Since closing the last page of Cold Mountain I’ve been considering quietly forgetting this book, leaving a small gap and then swiftly moving onto the next. Charles Frazier’s novel was highly recommended to me, both by fellow bloggers and by friends. The problem I had wasn’t obvious at first, but then it was clear, vivid and eventually spoilt my enjoyment of the book.

My problem was Cormac McCarthy. Just when I decide to leave the author alone for a while I pick up another writer who is so clearly influenced by him that it hurts. What stopped me from enjoying Cold Mountain was the realisation that – take McCarthy out of the equation – and you have no book. In fact never before have I found one writer to be so heavily influenced by another. Frazier copies McCarthy’s unique writing style to the letter, the landscape, the detailed descriptions of chance encounters, characters careful preparations of food (where every meal could be their last), despicable individuals you can’t help liking (Veasey) – and the senseless deaths.
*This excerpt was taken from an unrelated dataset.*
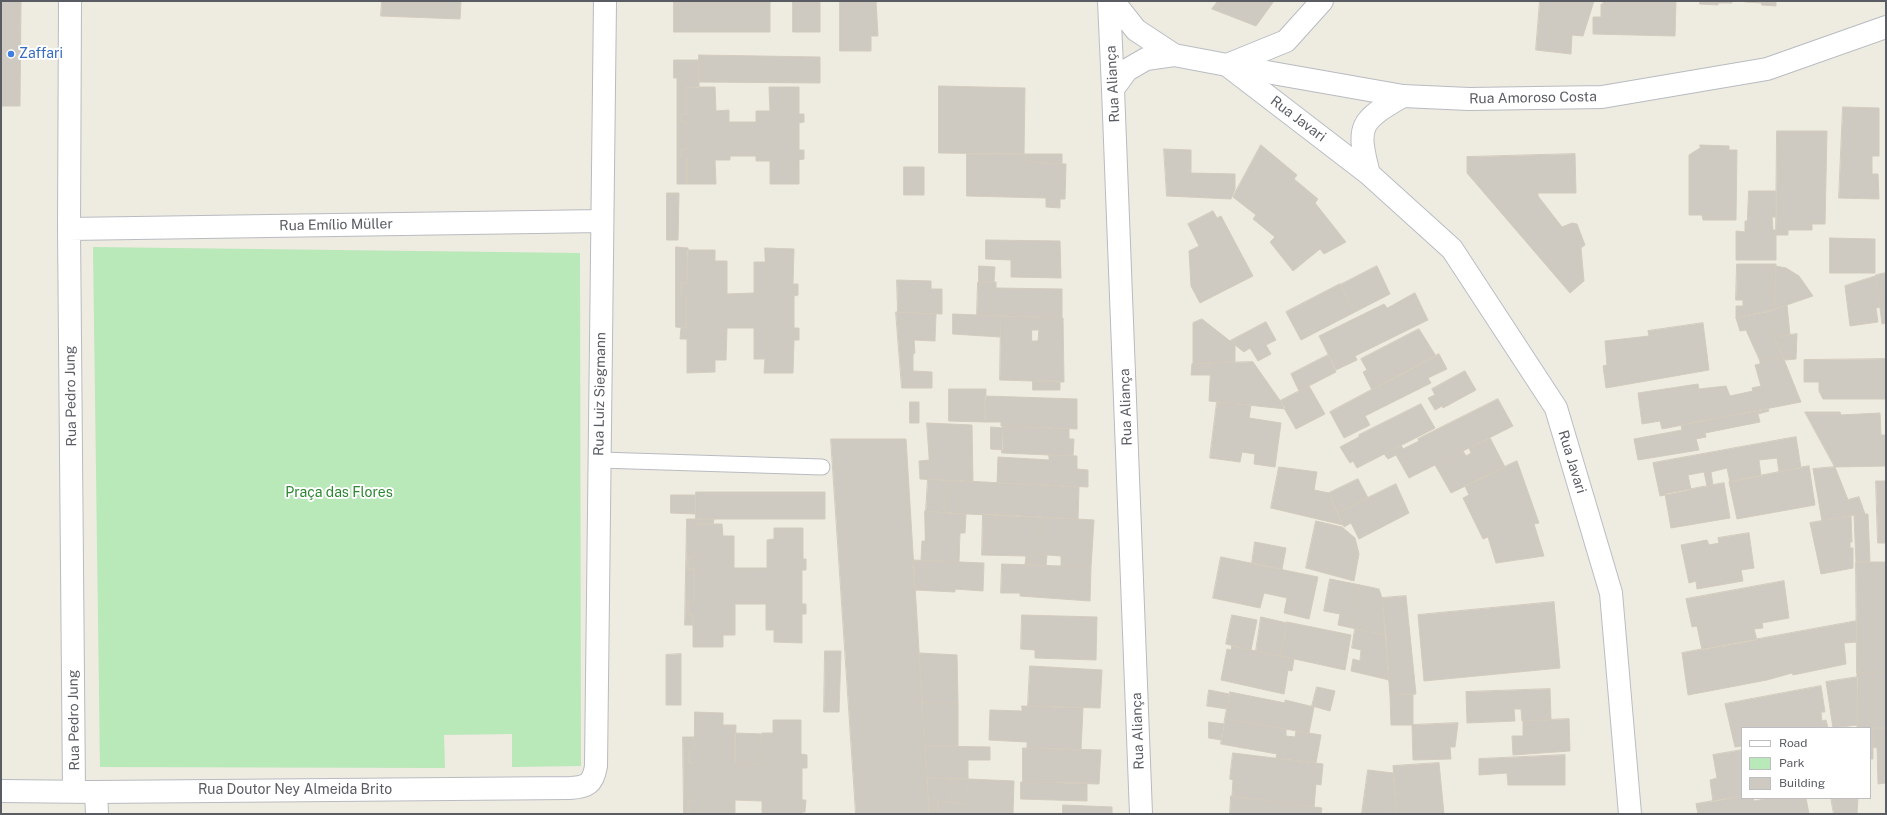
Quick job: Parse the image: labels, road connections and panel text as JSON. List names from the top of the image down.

And the style of dialogue – the ironic humour – the characters asking themselves what they aim to do – is all McCarthy.

Sorry to be like this. There is a great novel in there somewhere, but reading Cold Mountain was like listening to an Oasis album. Okay, but it’s been done before – and better. Cold Mountain is the best novel Cormac McCarthy never wrote – and I can guarantee someone’s already said that before.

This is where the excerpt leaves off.